───── AVAILABLE DATA ─────

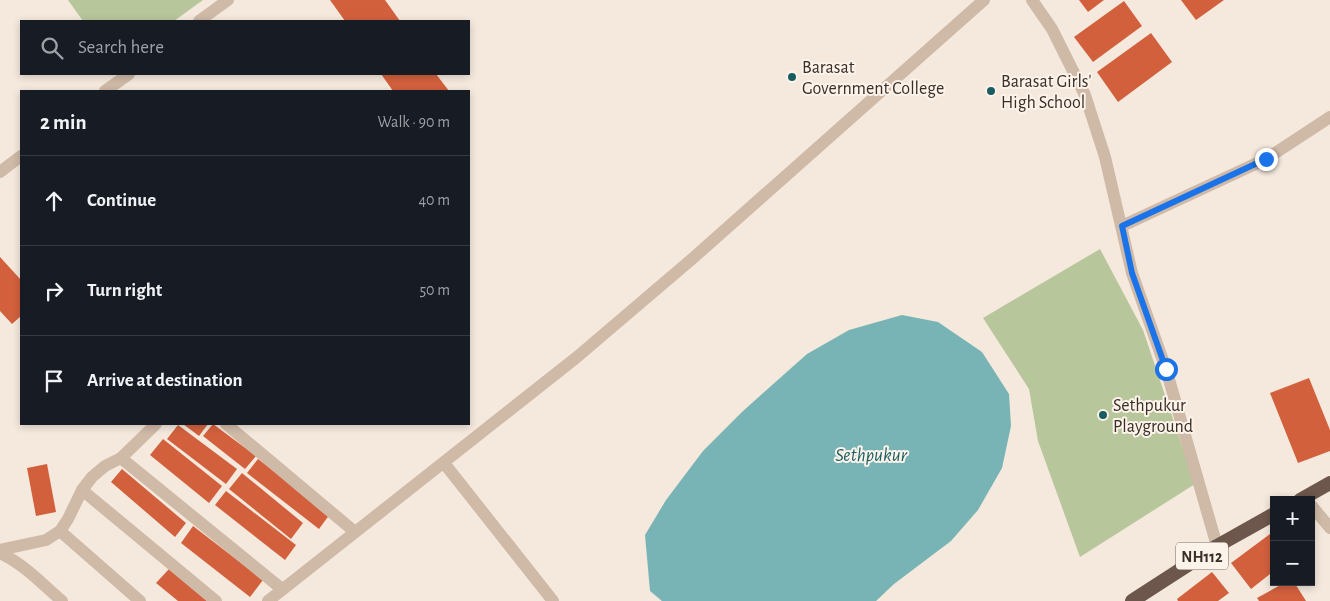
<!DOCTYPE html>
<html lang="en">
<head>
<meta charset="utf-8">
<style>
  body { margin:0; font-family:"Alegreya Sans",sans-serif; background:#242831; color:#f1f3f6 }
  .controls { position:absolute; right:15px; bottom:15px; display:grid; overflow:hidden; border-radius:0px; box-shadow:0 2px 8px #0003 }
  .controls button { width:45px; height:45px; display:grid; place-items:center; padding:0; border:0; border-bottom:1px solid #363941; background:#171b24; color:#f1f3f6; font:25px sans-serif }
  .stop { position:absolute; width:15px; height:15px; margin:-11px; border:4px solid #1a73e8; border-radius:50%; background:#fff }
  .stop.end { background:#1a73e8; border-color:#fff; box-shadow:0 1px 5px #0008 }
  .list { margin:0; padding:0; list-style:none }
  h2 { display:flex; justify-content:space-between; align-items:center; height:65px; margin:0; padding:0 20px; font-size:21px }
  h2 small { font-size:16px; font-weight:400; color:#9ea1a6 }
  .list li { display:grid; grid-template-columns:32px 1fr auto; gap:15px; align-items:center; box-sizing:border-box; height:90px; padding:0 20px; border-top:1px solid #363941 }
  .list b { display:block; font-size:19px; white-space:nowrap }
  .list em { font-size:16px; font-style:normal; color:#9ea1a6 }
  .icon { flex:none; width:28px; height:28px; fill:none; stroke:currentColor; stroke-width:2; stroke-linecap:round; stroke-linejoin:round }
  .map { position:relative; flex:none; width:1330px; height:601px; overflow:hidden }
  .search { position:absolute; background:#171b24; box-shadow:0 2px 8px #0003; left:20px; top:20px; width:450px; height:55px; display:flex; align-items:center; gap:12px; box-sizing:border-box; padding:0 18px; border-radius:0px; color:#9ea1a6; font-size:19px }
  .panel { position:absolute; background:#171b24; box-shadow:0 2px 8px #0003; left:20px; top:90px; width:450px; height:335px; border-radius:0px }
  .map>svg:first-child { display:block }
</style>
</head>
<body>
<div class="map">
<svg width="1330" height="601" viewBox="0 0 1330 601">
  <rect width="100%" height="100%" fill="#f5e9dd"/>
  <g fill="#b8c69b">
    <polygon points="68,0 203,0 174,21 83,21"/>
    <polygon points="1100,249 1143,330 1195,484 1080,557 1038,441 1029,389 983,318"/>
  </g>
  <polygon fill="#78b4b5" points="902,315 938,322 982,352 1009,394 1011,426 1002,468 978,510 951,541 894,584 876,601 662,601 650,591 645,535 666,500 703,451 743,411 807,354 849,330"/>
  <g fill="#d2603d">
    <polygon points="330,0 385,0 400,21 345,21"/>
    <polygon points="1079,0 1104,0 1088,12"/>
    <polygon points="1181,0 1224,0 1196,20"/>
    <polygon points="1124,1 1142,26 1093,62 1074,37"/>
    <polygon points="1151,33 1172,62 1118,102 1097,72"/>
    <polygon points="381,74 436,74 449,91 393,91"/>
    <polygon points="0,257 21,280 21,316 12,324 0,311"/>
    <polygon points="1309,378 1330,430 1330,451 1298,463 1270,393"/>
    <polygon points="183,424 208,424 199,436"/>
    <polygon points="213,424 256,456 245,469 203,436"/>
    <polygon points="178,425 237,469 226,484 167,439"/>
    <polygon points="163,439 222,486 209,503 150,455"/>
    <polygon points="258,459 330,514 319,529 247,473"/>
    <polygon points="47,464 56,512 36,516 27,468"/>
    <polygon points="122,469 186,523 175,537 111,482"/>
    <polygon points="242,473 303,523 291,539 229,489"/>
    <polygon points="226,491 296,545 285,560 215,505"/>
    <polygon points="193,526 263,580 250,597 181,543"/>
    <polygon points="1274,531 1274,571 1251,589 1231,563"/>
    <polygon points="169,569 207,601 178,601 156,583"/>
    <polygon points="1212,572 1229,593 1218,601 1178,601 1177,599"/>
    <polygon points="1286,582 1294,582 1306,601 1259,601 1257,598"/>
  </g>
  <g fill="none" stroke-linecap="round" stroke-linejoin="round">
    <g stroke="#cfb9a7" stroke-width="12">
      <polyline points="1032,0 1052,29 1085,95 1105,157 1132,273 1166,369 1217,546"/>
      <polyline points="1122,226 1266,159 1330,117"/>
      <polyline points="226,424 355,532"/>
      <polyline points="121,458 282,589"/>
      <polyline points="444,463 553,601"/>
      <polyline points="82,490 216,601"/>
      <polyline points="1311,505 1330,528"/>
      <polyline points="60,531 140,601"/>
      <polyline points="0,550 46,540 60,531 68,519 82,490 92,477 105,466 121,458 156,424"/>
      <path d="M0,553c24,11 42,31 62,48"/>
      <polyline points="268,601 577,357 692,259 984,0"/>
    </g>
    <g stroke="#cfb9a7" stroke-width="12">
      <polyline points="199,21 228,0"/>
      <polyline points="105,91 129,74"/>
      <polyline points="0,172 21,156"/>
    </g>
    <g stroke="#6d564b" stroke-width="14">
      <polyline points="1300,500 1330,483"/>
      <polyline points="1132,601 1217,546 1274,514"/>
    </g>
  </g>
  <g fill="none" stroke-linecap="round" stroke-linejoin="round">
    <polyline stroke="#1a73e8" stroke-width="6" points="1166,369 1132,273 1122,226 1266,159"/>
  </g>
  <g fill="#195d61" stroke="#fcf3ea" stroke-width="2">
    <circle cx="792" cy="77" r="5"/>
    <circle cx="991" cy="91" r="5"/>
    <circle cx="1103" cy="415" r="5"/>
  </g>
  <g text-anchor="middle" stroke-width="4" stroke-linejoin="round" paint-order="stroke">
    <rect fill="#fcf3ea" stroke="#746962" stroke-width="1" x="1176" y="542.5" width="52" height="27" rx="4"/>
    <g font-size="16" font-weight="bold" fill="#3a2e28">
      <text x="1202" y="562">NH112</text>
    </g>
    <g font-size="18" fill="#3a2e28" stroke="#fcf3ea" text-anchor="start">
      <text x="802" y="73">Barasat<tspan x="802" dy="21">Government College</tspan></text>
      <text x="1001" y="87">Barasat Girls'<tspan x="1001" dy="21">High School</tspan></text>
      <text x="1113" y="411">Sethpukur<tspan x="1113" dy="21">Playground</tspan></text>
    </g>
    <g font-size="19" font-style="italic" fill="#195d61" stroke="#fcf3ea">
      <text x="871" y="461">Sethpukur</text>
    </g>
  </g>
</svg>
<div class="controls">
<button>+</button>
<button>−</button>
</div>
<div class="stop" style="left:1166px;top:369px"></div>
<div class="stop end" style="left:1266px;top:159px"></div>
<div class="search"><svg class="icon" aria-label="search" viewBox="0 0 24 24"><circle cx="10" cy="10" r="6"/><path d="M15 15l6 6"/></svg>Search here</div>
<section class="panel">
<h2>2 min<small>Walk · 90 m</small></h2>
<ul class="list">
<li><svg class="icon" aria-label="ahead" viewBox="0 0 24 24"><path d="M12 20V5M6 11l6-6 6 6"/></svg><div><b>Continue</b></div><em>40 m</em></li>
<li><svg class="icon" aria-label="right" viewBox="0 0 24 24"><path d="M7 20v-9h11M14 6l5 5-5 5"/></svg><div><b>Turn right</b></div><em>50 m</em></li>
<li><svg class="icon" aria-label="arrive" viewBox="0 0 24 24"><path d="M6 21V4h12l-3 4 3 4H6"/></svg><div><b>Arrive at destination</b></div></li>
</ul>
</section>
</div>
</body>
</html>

─────
───── AVAILABLE DATA ─────

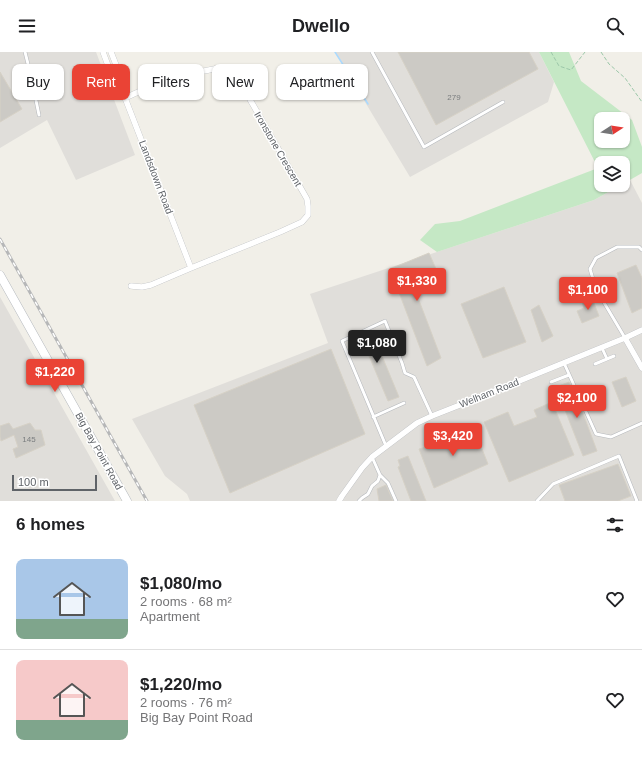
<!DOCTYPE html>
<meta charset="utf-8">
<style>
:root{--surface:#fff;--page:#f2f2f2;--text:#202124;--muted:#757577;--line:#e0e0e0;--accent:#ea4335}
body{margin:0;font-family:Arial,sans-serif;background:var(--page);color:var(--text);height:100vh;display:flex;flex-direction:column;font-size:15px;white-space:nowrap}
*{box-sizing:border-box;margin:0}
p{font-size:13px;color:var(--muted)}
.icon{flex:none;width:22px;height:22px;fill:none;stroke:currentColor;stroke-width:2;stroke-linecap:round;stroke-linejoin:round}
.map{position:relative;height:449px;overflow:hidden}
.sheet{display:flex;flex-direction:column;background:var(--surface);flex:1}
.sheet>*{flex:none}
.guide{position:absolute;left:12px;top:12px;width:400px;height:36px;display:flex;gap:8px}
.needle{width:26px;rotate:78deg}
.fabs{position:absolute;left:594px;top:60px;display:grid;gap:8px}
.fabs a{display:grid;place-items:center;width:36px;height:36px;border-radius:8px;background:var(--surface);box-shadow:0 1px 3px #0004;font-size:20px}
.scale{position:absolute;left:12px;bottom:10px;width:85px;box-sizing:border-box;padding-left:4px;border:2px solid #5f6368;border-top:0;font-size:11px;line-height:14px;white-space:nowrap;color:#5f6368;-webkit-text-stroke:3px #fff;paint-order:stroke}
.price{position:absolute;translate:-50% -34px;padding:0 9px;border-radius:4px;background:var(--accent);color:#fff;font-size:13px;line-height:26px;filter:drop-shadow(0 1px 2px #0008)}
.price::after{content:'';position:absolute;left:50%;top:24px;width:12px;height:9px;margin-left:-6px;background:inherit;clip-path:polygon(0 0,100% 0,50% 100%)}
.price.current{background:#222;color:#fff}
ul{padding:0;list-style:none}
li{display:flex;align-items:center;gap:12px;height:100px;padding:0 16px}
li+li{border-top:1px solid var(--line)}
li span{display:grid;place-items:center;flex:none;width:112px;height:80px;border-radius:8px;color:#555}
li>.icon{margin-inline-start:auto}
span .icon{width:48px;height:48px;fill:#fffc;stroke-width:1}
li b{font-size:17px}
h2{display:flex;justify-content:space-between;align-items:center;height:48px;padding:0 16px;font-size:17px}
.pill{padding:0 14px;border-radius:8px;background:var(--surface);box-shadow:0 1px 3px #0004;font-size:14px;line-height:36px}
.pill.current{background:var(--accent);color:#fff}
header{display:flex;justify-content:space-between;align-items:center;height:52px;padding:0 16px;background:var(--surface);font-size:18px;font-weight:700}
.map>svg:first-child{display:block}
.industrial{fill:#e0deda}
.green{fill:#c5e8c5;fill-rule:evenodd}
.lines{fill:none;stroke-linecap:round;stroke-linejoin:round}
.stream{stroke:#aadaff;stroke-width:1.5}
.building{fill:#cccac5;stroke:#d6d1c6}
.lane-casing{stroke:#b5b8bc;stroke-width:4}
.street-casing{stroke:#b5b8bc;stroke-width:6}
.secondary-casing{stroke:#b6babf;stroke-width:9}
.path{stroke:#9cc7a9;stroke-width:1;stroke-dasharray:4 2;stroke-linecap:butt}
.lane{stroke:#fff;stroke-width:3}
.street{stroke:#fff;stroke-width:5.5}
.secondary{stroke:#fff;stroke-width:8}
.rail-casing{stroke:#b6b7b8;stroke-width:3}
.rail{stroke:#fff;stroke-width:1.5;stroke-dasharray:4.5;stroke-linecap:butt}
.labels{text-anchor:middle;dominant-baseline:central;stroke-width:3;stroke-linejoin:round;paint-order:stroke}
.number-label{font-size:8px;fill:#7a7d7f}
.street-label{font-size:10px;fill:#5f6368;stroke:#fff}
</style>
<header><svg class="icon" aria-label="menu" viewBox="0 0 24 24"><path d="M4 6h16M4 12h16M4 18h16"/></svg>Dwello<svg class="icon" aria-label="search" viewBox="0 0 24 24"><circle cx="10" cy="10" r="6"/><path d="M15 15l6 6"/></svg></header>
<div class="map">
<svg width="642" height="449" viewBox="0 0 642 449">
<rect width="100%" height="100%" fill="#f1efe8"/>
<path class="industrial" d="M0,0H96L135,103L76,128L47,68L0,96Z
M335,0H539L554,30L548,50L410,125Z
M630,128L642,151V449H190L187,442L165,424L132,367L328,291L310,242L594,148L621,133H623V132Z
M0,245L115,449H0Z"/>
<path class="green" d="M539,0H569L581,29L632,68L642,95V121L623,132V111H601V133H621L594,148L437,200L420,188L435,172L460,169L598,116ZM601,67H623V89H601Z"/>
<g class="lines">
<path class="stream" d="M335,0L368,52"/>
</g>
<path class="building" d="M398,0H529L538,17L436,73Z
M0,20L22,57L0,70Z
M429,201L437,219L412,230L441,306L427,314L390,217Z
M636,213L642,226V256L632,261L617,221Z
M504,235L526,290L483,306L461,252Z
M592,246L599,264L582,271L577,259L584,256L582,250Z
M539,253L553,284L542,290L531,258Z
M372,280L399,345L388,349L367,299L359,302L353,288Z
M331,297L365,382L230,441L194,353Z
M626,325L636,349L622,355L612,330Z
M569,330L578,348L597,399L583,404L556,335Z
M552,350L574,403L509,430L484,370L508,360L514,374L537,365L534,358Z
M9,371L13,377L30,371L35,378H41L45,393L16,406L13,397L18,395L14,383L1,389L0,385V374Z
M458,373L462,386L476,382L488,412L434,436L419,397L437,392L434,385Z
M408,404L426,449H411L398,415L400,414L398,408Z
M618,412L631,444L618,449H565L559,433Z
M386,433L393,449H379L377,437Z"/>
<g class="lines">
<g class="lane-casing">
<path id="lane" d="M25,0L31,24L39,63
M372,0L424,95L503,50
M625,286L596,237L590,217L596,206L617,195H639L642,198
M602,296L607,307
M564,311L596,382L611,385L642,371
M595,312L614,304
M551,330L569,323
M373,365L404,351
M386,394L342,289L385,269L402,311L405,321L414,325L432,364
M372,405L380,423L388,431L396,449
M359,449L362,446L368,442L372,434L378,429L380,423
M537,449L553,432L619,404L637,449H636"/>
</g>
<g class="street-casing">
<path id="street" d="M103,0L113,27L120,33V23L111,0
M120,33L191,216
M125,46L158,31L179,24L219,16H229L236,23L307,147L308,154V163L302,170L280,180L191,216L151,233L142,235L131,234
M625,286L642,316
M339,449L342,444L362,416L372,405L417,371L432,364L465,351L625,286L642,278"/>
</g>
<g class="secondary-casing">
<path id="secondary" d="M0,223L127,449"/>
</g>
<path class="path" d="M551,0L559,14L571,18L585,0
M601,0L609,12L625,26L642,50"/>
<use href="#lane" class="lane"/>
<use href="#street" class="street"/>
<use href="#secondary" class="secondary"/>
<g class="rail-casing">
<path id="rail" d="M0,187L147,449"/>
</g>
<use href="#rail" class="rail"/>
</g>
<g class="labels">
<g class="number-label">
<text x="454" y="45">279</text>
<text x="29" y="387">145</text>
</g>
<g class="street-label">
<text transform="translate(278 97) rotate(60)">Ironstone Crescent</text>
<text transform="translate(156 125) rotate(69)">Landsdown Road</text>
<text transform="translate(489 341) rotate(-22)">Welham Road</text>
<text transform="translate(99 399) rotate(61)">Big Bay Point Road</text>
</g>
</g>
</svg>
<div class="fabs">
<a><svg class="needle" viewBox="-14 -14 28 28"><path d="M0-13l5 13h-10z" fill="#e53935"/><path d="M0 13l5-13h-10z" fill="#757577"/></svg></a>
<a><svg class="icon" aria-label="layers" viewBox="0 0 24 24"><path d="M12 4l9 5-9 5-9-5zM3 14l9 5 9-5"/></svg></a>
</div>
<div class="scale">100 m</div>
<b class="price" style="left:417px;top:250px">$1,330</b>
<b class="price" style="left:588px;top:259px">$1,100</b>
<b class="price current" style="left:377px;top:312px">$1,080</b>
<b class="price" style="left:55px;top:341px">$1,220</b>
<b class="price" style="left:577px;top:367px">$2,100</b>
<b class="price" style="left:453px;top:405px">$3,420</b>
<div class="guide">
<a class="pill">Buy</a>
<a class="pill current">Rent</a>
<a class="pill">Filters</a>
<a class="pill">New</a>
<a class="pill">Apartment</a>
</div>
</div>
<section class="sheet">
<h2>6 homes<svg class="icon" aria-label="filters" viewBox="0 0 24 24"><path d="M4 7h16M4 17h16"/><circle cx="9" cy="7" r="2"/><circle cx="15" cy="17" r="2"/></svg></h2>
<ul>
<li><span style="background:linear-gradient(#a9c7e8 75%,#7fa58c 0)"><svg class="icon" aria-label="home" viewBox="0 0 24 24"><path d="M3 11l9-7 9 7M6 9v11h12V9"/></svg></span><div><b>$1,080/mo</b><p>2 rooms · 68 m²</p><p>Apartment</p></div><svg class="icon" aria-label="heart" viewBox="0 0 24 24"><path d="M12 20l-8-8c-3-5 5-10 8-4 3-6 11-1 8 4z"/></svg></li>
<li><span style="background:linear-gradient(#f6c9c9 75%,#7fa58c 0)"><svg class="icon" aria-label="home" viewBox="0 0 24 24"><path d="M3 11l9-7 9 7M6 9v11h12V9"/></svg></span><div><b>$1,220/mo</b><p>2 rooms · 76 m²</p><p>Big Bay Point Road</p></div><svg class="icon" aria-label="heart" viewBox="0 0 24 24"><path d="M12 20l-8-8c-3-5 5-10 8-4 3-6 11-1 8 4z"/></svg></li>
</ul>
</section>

─────

◆ PROBLEM DETAILS ◆
Copy out each line of the listing that holds the word "middle".

◆ ANSWER SPACE ◆
  <g text-anchor="middle" stroke-width="4" stroke-linejoin="round" paint-order="stroke">
.labels{text-anchor:middle;dominant-baseline:central;stroke-width:3;stroke-linejoin:round;paint-order:stroke}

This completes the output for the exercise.